>>>

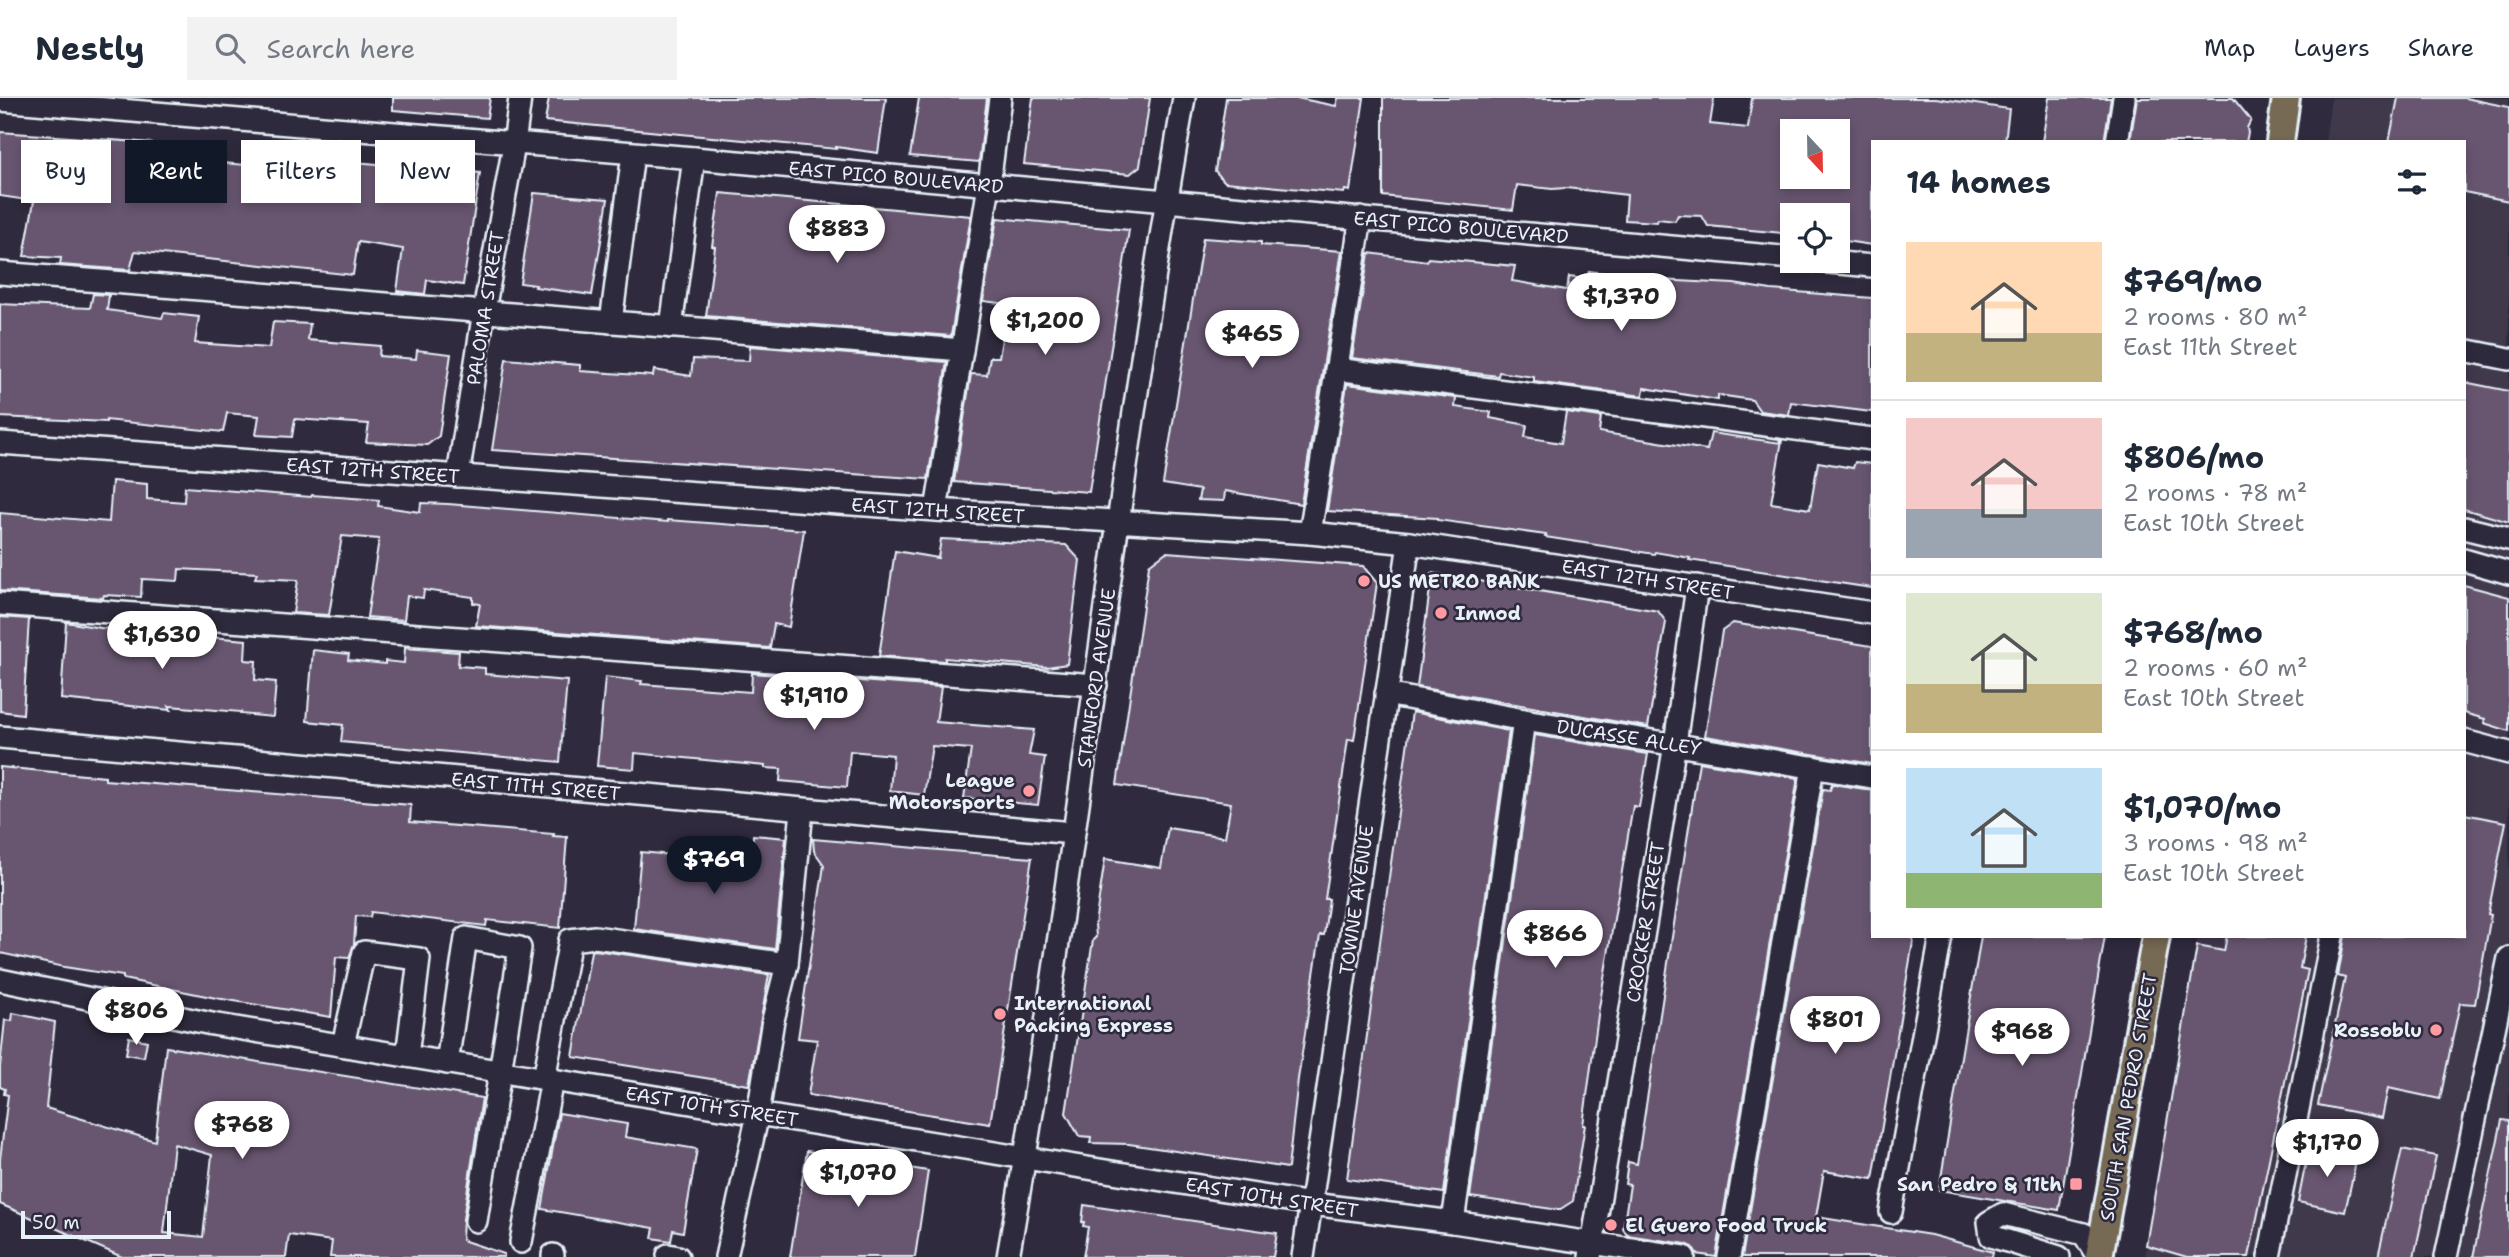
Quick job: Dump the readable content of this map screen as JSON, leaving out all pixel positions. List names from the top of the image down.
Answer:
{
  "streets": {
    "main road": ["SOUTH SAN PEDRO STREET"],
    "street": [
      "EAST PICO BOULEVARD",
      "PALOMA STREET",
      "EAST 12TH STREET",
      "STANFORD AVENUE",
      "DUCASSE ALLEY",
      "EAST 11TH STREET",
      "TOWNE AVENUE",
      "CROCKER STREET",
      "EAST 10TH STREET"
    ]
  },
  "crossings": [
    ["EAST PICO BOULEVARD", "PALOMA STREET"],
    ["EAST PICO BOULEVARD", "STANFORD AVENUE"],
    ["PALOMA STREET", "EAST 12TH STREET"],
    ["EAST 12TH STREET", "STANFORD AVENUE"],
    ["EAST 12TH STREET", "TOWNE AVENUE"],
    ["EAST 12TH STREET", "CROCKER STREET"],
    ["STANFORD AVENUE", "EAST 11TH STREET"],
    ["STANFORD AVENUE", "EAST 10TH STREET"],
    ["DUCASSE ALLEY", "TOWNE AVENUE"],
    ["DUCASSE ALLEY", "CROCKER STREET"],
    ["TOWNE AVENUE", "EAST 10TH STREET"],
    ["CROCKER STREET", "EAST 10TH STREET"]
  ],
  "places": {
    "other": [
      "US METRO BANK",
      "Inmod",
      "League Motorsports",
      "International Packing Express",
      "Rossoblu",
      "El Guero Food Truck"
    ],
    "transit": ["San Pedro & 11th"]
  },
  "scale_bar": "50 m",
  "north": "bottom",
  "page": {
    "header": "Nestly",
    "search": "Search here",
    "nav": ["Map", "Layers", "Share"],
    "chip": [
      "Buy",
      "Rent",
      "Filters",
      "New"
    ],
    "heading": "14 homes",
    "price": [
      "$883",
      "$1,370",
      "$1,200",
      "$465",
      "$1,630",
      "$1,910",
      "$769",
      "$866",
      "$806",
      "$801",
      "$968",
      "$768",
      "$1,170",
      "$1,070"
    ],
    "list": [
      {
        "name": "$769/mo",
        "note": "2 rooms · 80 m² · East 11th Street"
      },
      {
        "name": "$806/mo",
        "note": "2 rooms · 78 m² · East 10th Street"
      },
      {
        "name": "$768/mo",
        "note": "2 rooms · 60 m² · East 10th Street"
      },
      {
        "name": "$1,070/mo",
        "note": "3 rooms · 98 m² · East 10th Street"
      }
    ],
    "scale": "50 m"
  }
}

<<<

> [Instructions to follow]
Without the pictures, write out the listing exactly as it appears above.

> [Task output]
Quick job: Dump the readable content of this map screen as JSON, leaving out all pixel positions. List names from the top of the image down.
Answer:
{
  "streets": {
    "main road": ["SOUTH SAN PEDRO STREET"],
    "street": [
      "EAST PICO BOULEVARD",
      "PALOMA STREET",
      "EAST 12TH STREET",
      "STANFORD AVENUE",
      "DUCASSE ALLEY",
      "EAST 11TH STREET",
      "TOWNE AVENUE",
      "CROCKER STREET",
      "EAST 10TH STREET"
    ]
  },
  "crossings": [
    ["EAST PICO BOULEVARD", "PALOMA STREET"],
    ["EAST PICO BOULEVARD", "STANFORD AVENUE"],
    ["PALOMA STREET", "EAST 12TH STREET"],
    ["EAST 12TH STREET", "STANFORD AVENUE"],
    ["EAST 12TH STREET", "TOWNE AVENUE"],
    ["EAST 12TH STREET", "CROCKER STREET"],
    ["STANFORD AVENUE", "EAST 11TH STREET"],
    ["STANFORD AVENUE", "EAST 10TH STREET"],
    ["DUCASSE ALLEY", "TOWNE AVENUE"],
    ["DUCASSE ALLEY", "CROCKER STREET"],
    ["TOWNE AVENUE", "EAST 10TH STREET"],
    ["CROCKER STREET", "EAST 10TH STREET"]
  ],
  "places": {
    "other": [
      "US METRO BANK",
      "Inmod",
      "League Motorsports",
      "International Packing Express",
      "Rossoblu",
      "El Guero Food Truck"
    ],
    "transit": ["San Pedro & 11th"]
  },
  "scale_bar": "50 m",
  "north": "bottom",
  "page": {
    "header": "Nestly",
    "search": "Search here",
    "nav": ["Map", "Layers", "Share"],
    "chip": [
      "Buy",
      "Rent",
      "Filters",
      "New"
    ],
    "heading": "14 homes",
    "price": [
      "$883",
      "$1,370",
      "$1,200",
      "$465",
      "$1,630",
      "$1,910",
      "$769",
      "$866",
      "$806",
      "$801",
      "$968",
      "$768",
      "$1,170",
      "$1,070"
    ],
    "list": [
      {
        "name": "$769/mo",
        "note": "2 rooms · 80 m² · East 11th Street"
      },
      {
        "name": "$806/mo",
        "note": "2 rooms · 78 m² · East 10th Street"
      },
      {
        "name": "$768/mo",
        "note": "2 rooms · 60 m² · East 10th Street"
      },
      {
        "name": "$1,070/mo",
        "note": "3 rooms · 98 m² · East 10th Street"
      }
    ],
    "scale": "50 m"
  }
}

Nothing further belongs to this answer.